§ **Items listed in a dataset**:

※

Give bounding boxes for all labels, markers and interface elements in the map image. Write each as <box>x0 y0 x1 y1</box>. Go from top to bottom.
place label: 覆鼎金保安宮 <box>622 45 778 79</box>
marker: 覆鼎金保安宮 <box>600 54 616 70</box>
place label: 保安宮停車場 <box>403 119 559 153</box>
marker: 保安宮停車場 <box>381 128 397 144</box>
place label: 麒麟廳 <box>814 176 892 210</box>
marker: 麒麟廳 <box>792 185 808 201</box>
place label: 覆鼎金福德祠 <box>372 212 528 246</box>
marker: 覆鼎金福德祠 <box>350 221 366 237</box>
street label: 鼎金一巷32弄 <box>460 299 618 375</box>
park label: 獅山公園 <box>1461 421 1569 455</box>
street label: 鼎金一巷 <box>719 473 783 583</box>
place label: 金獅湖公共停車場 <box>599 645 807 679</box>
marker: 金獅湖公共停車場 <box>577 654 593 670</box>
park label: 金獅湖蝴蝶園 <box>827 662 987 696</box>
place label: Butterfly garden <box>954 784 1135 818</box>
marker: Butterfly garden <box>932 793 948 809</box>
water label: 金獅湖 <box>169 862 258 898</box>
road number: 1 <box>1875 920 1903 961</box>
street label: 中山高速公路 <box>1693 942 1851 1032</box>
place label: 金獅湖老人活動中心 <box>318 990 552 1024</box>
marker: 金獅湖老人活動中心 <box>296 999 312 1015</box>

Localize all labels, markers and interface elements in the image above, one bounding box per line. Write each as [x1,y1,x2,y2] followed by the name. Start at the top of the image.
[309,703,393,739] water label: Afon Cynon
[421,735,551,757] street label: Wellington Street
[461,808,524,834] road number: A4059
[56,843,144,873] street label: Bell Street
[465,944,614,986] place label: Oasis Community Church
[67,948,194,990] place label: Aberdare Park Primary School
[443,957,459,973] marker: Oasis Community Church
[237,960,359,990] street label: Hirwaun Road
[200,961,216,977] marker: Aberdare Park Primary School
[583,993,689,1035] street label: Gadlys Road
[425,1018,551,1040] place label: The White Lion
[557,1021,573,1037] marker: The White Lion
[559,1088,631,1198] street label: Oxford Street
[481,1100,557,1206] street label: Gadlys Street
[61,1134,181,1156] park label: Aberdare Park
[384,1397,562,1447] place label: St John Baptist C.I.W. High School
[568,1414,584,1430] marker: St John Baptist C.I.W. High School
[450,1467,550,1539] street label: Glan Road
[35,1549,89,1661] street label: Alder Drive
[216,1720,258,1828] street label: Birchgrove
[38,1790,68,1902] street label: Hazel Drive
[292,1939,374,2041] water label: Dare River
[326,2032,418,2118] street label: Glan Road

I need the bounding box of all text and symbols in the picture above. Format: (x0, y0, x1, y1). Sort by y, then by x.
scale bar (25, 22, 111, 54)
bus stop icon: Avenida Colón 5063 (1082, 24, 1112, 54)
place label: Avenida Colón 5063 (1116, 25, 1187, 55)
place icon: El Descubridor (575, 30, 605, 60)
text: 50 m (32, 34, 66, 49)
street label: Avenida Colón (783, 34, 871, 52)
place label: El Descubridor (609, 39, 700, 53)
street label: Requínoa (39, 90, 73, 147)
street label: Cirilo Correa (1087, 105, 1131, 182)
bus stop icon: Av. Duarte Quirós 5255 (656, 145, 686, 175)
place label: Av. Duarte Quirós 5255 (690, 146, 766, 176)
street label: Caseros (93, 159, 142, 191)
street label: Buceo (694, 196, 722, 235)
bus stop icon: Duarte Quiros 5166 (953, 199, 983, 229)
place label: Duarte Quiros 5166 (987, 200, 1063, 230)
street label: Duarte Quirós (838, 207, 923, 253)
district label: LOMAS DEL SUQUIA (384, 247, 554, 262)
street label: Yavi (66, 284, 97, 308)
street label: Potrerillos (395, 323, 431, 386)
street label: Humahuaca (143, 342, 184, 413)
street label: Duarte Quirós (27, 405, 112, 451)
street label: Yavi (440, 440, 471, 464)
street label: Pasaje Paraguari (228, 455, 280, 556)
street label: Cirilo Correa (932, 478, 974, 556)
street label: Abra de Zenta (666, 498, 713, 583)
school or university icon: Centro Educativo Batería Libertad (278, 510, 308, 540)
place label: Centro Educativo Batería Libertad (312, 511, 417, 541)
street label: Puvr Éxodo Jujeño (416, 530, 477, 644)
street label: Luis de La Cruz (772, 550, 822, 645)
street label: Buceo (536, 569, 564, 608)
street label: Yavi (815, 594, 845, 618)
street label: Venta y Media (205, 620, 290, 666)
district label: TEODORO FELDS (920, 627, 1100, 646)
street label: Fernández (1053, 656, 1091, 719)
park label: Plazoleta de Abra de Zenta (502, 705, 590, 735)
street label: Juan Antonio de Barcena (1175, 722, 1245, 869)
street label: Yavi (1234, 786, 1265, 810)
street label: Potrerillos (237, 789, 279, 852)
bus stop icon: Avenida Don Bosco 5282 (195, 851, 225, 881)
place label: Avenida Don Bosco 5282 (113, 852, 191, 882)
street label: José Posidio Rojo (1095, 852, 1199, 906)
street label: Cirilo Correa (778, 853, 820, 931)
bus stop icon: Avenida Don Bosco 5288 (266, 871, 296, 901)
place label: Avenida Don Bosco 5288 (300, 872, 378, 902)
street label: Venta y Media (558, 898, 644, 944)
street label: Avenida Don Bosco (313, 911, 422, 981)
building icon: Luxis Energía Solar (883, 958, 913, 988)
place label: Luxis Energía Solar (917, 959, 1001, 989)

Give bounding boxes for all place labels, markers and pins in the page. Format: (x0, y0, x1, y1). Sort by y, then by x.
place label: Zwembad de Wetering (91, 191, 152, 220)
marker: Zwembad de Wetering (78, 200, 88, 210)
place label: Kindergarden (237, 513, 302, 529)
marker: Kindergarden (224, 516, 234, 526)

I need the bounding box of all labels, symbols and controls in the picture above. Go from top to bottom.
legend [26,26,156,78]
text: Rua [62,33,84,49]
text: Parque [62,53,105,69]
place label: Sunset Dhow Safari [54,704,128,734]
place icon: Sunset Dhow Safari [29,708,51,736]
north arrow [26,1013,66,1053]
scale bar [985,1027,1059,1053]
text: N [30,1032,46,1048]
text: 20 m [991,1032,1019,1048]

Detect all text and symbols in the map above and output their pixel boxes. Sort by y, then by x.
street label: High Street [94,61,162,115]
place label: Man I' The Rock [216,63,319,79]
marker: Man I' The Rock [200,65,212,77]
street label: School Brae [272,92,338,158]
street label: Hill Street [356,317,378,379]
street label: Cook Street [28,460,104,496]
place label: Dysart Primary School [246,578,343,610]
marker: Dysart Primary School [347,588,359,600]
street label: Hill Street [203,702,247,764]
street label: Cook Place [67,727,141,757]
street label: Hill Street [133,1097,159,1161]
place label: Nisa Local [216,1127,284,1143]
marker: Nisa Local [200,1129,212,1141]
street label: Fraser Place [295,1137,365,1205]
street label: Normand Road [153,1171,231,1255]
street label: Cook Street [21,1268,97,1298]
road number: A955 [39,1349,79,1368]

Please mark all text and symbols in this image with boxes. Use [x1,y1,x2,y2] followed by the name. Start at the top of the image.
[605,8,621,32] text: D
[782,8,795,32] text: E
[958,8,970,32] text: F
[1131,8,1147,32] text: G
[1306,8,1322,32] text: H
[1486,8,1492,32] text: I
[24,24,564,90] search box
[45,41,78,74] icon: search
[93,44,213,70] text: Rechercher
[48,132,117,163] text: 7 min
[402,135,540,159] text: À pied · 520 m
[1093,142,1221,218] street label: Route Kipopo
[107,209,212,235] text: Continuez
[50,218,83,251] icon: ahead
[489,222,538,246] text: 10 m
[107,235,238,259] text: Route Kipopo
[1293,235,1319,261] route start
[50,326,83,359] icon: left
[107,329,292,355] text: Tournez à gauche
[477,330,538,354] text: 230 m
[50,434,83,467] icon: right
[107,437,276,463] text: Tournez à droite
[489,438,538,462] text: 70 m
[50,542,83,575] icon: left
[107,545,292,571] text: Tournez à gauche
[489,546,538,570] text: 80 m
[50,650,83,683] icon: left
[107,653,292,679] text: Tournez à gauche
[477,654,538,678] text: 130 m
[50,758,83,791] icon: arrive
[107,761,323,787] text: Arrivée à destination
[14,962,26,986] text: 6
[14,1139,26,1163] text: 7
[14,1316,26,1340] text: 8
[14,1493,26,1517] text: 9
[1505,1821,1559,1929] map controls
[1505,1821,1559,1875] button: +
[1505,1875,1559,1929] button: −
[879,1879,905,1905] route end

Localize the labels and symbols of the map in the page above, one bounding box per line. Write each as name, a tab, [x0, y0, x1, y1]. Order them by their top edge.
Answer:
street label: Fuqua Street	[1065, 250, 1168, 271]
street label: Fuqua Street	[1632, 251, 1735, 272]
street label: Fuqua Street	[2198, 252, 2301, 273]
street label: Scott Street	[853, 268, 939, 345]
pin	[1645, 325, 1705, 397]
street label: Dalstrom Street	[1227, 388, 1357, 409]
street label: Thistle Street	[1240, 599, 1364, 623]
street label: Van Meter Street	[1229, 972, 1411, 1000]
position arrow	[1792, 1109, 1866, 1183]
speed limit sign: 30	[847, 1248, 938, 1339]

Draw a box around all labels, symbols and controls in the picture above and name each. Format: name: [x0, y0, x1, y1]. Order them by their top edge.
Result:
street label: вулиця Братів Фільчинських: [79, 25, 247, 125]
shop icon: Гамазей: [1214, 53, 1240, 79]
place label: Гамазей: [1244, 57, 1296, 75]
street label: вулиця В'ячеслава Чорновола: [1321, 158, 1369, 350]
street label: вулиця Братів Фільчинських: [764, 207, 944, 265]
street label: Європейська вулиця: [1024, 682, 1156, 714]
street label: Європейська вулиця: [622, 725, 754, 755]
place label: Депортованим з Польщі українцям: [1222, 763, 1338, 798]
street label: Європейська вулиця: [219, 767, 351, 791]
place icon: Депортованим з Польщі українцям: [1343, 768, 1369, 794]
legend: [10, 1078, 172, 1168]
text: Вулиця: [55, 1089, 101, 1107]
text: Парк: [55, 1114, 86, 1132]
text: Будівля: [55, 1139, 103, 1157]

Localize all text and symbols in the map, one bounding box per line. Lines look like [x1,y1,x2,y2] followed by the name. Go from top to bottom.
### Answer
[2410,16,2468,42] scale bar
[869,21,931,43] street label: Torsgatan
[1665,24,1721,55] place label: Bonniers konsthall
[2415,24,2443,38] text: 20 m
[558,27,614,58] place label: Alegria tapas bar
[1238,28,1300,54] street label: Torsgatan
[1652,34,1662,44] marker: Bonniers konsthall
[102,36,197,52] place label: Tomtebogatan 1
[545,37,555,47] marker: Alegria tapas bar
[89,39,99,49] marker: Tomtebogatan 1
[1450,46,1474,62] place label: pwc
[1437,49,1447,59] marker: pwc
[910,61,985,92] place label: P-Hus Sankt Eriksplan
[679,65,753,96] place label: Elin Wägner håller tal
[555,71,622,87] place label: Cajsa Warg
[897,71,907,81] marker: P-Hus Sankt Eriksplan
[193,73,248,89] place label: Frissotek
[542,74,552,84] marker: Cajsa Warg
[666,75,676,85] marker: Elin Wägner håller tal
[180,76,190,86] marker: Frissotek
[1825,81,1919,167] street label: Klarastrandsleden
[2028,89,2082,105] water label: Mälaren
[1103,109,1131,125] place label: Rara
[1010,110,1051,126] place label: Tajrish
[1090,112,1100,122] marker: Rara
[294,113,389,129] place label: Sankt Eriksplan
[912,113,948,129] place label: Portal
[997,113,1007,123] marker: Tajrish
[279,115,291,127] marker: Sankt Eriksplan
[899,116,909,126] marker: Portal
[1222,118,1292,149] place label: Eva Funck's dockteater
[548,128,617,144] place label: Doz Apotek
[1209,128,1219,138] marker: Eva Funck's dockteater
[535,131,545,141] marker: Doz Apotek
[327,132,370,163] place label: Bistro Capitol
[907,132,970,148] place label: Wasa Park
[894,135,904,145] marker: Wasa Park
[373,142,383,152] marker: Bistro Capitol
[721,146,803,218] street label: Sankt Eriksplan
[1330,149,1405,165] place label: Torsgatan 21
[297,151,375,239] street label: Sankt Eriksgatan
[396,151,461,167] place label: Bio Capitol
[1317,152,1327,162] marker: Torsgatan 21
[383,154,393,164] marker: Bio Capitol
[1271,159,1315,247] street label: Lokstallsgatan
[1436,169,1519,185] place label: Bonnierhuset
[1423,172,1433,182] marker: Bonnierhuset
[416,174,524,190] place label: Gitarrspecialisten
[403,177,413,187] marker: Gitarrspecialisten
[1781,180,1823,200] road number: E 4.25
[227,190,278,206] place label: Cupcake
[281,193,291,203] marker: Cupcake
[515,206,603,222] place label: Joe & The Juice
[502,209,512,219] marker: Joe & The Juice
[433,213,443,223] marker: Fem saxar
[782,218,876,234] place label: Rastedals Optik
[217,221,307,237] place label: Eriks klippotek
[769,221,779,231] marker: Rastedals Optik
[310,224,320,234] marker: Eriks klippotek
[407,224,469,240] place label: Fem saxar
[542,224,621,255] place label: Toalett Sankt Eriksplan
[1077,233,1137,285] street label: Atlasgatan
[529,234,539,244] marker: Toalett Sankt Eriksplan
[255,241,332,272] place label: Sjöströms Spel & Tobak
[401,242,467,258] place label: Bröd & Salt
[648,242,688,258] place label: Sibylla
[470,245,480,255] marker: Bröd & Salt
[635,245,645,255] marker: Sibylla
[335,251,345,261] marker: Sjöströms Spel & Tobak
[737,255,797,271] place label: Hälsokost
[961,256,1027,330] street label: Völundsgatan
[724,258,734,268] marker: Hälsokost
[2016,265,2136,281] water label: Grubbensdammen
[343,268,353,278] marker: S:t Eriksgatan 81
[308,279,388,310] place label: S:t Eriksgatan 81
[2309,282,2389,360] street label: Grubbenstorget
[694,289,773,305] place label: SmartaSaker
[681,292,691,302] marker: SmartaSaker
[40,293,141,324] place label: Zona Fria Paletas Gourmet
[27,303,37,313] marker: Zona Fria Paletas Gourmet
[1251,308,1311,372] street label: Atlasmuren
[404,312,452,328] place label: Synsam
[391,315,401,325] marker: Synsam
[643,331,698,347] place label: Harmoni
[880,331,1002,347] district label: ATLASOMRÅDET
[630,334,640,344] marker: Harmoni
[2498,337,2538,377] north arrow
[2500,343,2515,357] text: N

※

§ **EXERCISE**:
Using the records above, copy word for word the line with "Localize the labels", the line with "Draw a box around", and every line between them.

§ **TASK ANSWER**:
Localize the labels and symbols of the map in the page above, one bounding box per line. Write each as name, a tab, [x0, y0, x1, y1]. Order them by their top edge.
Answer:
street label: Fuqua Street	[1065, 250, 1168, 271]
street label: Fuqua Street	[1632, 251, 1735, 272]
street label: Fuqua Street	[2198, 252, 2301, 273]
street label: Scott Street	[853, 268, 939, 345]
pin	[1645, 325, 1705, 397]
street label: Dalstrom Street	[1227, 388, 1357, 409]
street label: Thistle Street	[1240, 599, 1364, 623]
street label: Van Meter Street	[1229, 972, 1411, 1000]
position arrow	[1792, 1109, 1866, 1183]
speed limit sign: 30	[847, 1248, 938, 1339]

Draw a box around all labels, symbols and controls in the picture above and name each. Format: name: [x0, y0, x1, y1]. Order them by their top edge.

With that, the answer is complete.